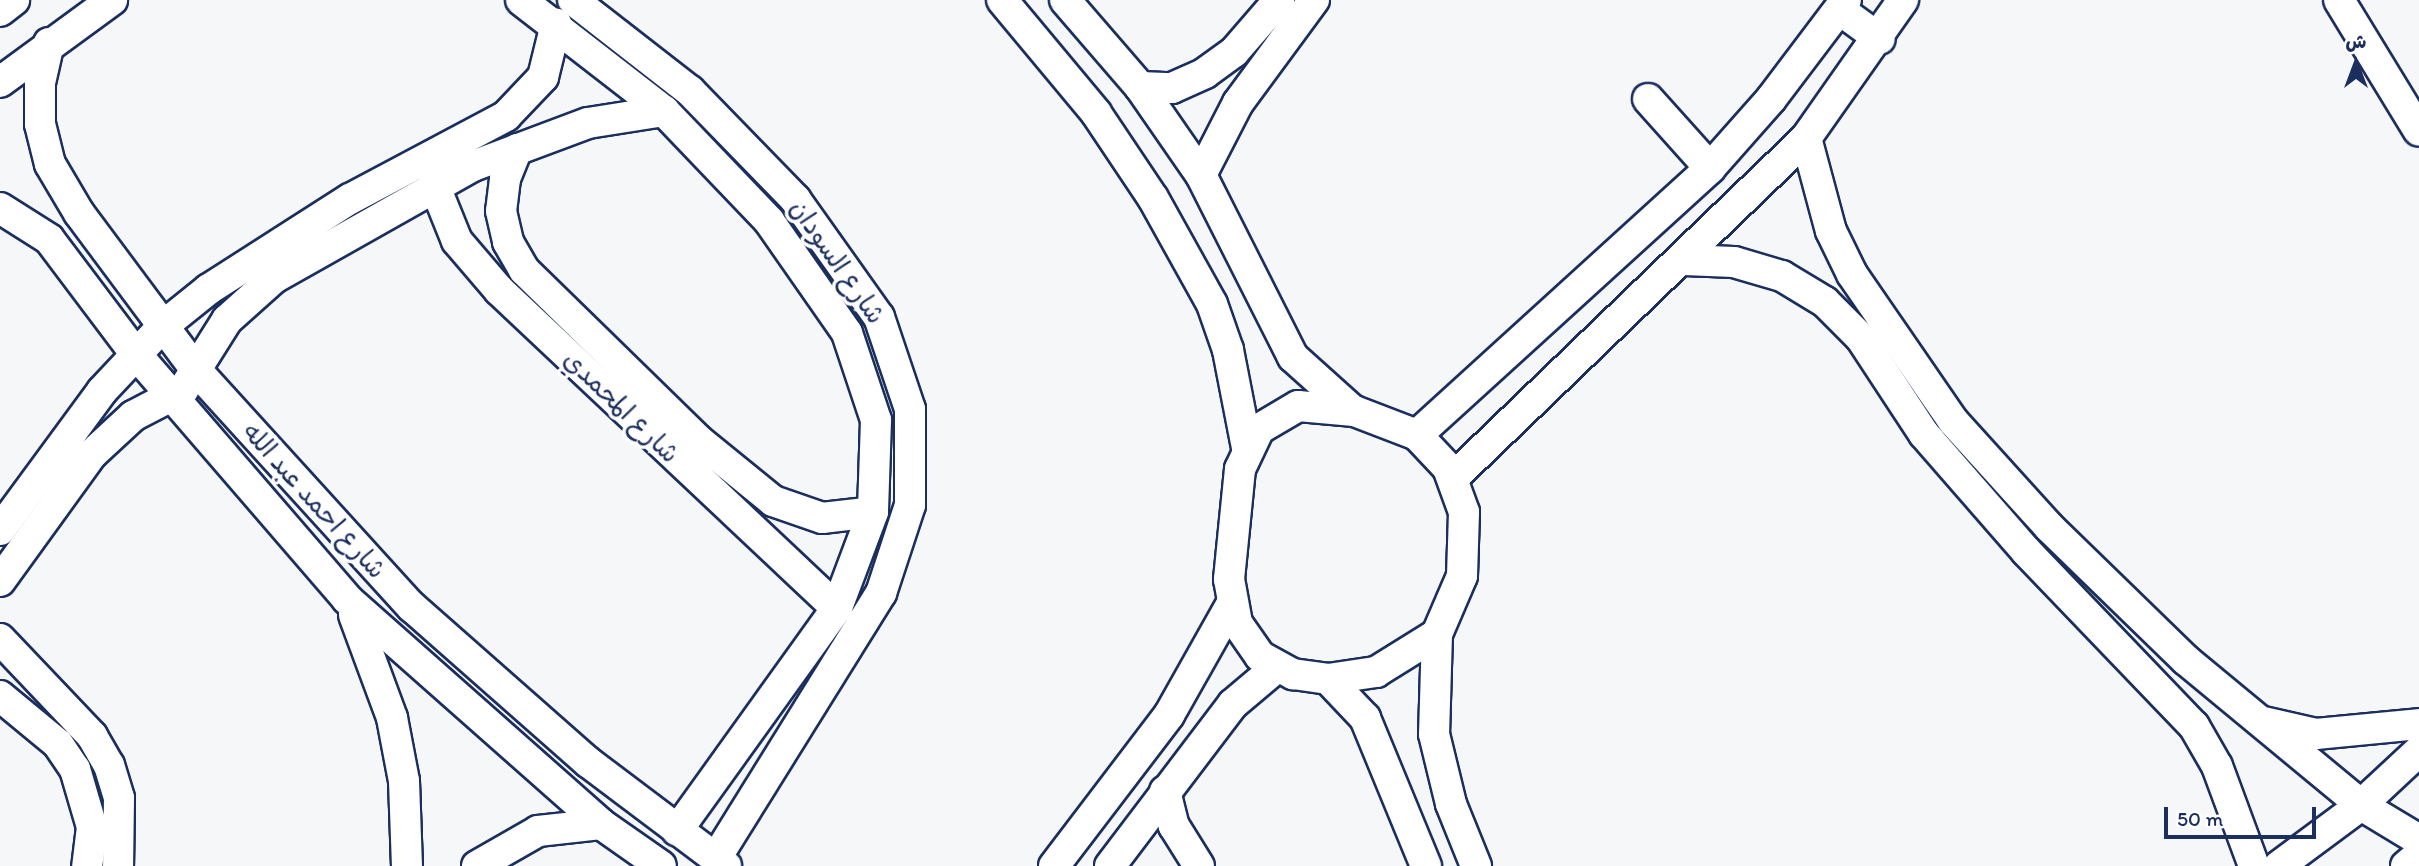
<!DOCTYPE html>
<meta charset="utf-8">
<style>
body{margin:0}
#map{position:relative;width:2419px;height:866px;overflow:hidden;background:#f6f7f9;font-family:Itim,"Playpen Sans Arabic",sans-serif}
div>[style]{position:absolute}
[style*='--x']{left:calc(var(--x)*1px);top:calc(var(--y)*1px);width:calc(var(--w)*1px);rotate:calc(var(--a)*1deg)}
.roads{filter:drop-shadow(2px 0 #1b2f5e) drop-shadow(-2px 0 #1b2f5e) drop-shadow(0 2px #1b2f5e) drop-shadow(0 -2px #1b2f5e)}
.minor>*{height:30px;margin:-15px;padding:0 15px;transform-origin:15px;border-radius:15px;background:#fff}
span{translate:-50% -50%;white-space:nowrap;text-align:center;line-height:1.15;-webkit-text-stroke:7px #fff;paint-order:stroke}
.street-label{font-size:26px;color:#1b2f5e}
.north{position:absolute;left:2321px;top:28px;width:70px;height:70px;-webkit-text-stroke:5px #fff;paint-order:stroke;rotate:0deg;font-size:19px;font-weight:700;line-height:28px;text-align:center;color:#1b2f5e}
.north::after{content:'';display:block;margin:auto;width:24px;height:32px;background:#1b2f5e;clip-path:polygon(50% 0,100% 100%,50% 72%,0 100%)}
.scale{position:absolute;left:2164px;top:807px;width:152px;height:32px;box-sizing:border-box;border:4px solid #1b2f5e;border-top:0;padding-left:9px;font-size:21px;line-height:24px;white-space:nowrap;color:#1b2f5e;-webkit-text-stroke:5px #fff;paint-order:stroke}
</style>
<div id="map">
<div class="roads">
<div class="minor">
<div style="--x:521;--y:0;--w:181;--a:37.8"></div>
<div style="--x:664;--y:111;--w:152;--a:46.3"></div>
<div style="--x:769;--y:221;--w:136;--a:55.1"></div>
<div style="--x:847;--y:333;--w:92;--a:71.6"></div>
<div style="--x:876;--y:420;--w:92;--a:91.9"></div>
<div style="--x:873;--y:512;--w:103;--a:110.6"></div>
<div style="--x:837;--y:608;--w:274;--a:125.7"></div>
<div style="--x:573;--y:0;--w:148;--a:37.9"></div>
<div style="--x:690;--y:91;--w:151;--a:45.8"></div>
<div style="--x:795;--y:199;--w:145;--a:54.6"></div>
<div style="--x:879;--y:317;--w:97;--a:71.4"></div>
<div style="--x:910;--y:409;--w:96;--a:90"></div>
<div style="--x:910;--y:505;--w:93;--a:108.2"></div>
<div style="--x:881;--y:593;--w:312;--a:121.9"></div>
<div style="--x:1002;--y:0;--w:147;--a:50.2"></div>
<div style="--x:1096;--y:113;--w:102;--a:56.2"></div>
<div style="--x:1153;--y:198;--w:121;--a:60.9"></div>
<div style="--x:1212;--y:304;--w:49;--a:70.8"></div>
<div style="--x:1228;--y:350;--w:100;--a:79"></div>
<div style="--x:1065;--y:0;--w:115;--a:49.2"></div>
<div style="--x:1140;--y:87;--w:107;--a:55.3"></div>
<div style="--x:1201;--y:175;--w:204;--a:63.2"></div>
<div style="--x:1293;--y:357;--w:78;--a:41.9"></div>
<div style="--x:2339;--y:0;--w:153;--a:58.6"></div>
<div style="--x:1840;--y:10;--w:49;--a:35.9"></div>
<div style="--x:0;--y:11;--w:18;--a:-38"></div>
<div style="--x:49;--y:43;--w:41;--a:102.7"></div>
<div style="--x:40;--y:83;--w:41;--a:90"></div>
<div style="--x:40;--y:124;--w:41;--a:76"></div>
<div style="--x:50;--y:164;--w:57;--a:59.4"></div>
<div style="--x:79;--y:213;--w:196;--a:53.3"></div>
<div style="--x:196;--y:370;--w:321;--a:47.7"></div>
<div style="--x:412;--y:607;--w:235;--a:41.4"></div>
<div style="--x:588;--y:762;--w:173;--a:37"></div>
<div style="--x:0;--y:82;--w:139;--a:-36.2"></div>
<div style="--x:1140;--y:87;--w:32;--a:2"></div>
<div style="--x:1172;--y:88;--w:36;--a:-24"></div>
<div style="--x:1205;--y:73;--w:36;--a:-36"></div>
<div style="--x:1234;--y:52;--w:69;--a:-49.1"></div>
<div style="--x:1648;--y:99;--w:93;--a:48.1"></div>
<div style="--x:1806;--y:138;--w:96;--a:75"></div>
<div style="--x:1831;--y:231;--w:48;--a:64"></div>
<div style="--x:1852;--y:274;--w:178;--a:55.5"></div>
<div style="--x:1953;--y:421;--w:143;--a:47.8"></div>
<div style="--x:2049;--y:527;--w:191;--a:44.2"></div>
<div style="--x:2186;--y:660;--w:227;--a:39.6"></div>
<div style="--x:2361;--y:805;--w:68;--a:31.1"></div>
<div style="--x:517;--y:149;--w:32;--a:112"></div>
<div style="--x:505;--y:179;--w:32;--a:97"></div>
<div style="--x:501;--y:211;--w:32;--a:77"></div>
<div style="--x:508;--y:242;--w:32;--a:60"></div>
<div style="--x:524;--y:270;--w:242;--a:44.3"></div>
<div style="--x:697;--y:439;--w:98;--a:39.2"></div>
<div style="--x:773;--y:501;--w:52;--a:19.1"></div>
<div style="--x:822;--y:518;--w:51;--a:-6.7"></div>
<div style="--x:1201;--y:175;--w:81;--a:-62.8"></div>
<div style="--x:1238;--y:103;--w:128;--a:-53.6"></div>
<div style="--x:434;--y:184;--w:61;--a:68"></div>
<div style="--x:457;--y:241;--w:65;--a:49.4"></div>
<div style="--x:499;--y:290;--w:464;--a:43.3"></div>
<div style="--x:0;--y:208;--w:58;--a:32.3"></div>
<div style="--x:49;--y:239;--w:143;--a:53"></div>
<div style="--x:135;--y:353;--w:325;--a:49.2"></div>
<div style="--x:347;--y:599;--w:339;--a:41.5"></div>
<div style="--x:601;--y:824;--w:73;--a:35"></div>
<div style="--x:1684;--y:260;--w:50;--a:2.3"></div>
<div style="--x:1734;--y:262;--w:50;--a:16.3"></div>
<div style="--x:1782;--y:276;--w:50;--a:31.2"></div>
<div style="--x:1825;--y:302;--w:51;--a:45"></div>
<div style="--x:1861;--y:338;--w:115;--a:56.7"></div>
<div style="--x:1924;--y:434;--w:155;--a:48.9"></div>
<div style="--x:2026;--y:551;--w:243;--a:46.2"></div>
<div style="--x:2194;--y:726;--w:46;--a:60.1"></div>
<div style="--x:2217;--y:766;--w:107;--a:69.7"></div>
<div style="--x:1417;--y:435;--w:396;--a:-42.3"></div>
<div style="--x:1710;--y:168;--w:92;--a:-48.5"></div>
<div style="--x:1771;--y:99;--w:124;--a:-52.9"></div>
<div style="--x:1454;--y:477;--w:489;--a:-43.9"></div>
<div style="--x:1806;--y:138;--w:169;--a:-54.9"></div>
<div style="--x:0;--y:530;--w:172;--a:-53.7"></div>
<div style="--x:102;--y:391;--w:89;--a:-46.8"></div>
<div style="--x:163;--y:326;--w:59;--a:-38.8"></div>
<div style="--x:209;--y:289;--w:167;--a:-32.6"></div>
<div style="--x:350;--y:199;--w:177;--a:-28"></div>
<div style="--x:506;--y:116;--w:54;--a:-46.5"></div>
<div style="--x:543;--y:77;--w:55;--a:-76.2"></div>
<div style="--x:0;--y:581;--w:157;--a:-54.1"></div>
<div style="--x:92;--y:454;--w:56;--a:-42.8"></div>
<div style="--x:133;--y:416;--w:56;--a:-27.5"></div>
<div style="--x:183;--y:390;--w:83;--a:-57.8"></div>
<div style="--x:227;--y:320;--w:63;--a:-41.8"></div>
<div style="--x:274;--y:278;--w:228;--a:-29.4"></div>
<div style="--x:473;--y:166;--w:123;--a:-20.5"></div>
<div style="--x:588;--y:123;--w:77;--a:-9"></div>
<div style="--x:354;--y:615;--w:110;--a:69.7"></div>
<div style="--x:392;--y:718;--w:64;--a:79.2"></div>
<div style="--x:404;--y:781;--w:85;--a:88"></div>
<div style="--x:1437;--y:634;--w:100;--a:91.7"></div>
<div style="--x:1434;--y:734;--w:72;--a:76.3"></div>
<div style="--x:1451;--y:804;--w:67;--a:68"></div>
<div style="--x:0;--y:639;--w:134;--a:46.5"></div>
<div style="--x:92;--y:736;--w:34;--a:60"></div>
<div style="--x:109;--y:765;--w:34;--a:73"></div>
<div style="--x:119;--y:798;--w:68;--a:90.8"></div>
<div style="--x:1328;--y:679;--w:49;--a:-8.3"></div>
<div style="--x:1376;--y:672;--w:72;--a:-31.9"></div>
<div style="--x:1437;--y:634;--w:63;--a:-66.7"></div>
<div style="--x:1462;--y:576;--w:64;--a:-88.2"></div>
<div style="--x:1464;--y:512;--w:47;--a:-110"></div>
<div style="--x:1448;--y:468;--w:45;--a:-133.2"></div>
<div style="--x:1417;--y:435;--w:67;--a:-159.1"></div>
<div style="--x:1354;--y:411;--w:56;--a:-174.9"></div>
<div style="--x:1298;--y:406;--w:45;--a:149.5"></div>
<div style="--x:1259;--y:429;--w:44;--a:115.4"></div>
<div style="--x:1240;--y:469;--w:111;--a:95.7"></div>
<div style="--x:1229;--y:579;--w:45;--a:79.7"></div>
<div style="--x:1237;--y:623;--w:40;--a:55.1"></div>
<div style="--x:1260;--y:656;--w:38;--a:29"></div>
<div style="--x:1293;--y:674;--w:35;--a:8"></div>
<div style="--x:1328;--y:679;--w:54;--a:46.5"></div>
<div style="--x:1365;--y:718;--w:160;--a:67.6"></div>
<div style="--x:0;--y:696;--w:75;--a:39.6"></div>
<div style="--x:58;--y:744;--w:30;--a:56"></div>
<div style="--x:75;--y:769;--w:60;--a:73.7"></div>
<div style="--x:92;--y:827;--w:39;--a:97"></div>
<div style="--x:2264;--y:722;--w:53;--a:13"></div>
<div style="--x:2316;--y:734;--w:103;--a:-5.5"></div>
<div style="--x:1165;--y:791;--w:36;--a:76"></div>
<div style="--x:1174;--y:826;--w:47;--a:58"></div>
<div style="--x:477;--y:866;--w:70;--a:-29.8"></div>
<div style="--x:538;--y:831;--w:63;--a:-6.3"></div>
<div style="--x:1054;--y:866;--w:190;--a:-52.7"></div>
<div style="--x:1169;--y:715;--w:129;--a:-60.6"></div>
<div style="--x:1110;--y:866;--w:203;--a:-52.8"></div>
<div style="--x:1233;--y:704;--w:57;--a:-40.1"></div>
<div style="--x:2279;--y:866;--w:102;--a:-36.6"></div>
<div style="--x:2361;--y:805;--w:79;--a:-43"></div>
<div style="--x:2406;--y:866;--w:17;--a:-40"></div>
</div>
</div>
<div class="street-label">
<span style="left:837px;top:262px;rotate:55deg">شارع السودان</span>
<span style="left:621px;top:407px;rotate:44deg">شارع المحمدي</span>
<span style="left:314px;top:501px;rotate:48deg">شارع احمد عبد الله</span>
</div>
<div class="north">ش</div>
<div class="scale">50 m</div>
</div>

**********

Task to complete: Where a line of the data holds "nowrap", show that line.

Answer for this exercise:
span{translate:-50% -50%;white-space:nowrap;text-align:center;line-height:1.15;-webkit-text-stroke:7px #fff;paint-order:stroke}
.scale{position:absolute;left:2164px;top:807px;width:152px;height:32px;box-sizing:border-box;border:4px solid #1b2f5e;border-top:0;padding-left:9px;font-size:21px;line-height:24px;white-space:nowrap;color:#1b2f5e;-webkit-text-stroke:5px #fff;paint-order:stroke}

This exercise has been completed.